Where the draft gets more aggressive is the rebuttable presumption aimed at affiliate and third-party routing. Payments that end up generating holder payouts through affiliates or partners are presumed to be yield unless the issuer can demonstrate otherwise. That presumption flips the compliance burden: instead of regulators proving a workaround exists, issuers must prove their program is not a yield surrogate. The effect is immediate pressure on white-label and distribution structures that previously might have treated “rewards” as a partner-level feature rather than an issuer-level obligation.
Don't fall for this.
The OCC guidance just codifies what's already in GENIUS: we already knew that Coinbase would have to re-paper their $CRCL agreement to make it more like more like a loyalty program than interest on deposits. https://t.co/PJmhUgvgzz
— matthew sigel, recovering CFA (@matthew_sigel) February 26, 2026
Alongside yield restrictions, the NPRM reinforces foundational controls: 1:1 backing with high-quality liquid assets, segregation of reserves, timely par redemption rights, and stronger governance and third-party risk management. These requirements are the “prudential backbone” of the framework, and they implicitly raise the operational bar for anyone trying to scale payment stablecoins inside a regulated perimeter.
Why the affiliate presumption changes product design
Rgulators signaled the presumption will force new contractual designs or different incentive mechanics to avoid being treated as prohibited yield. That is the real product consequence: if your growth model depends on affiliate-funded payouts that feel like interest, you will need to restructure the economics so they read like something else under examination.
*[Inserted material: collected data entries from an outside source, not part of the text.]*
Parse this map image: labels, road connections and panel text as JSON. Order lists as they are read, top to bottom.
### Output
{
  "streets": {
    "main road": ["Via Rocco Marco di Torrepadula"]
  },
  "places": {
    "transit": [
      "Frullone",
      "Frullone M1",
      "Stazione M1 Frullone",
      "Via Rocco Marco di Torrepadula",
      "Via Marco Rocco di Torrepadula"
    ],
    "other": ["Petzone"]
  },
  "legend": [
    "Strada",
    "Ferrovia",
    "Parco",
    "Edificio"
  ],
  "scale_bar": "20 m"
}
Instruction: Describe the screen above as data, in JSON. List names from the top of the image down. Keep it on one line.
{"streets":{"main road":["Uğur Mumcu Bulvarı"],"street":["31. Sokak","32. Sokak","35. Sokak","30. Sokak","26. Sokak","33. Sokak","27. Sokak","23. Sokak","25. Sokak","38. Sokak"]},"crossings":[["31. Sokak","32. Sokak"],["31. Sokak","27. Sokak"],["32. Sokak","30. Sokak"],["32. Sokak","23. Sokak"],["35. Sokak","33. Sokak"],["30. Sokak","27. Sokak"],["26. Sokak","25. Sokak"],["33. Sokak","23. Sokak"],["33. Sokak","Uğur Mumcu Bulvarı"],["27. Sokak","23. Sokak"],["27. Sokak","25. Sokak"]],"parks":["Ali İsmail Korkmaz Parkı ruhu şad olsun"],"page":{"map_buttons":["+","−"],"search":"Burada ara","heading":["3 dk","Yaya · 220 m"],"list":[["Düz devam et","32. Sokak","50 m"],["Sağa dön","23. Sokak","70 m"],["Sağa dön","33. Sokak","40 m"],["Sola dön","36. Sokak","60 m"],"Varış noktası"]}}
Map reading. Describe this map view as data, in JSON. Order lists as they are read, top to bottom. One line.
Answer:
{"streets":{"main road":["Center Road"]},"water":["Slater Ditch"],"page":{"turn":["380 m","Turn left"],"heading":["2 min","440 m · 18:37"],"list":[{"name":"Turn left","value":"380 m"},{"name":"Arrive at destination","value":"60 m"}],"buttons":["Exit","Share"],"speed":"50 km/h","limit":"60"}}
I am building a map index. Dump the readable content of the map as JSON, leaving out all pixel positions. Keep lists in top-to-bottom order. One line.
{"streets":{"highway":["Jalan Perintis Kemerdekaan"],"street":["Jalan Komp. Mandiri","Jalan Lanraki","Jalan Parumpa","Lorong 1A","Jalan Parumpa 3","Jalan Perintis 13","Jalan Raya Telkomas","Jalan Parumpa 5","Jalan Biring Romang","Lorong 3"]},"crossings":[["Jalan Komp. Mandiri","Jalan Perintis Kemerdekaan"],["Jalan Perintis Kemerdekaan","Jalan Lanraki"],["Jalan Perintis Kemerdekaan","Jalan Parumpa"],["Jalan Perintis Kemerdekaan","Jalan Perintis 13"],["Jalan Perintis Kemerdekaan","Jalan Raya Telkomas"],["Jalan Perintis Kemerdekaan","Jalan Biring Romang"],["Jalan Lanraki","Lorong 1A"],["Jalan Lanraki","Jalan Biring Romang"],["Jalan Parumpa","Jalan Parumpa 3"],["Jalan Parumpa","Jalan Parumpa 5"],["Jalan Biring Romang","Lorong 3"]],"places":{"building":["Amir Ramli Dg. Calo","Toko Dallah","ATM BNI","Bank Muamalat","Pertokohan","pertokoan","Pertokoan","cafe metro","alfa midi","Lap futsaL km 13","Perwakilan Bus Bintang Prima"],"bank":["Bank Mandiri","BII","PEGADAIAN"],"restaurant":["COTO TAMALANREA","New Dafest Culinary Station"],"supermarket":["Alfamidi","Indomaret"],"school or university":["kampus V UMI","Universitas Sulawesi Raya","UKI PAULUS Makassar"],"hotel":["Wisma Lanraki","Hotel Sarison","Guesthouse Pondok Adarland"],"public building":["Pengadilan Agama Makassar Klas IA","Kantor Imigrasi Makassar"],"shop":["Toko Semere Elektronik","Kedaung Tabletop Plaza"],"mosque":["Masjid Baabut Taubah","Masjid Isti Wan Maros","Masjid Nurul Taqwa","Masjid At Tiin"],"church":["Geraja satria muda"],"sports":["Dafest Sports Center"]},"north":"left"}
The NPRM opened a 60-day public comment window, which becomes the primary opportunity for firms to pressure-test definitions, edge cases, and operational feasibility.
Policy rationale and what teams need to do now
Policymakers justified the constraints by pointing to potential deposit flight from banks and systemic risk, with international and prudential signals supporting the concern that yield-bearing stablecoins could pull transaction deposits away from traditional lenders. Whether or not everyone agrees with the premise, the regulatory posture is clearly designed to prevent payment stablecoins from competing head-to-head with bank deposits on interest.
The immediate workload is twofold. First, redesign incentive mechanics so they do not read as holding-based interest. Second, build documentation and operational segregation strong enough to rebut the OCC’s presumption in affiliate or partner structures. If you cannot explain, document, and evidence why a reward is not “interest for holding,” you should assume it will be treated as such under an exam lens.
Legislative uncertainty still sits in the background. The Digital Asset Market Clarity Act had not resolved yield treatment by the time the NPRM appeared, and the missed White House-mediated deadline on March 1, 2026 leaves the OCC proposal as the most concrete federal posture. So even if Congress later adjusts the playing field, the NPRM is the baseline companies must plan against right now.
The path that remains open is non-interest incentives—loyalty programs, referral credits, service discounts—but the bar becomes proof. If a “reward” behaves like interest, regulators will likely treat it like interest, which means the documentation has to show a genuine commercial rationale that is not just a proxy for yield. The comment window offers a moment to test those boundaries, but the final rules will determine whether redemption and capital requirements ultimately push stablecoin economics further toward bank-style structures and away from today’s yield-led models.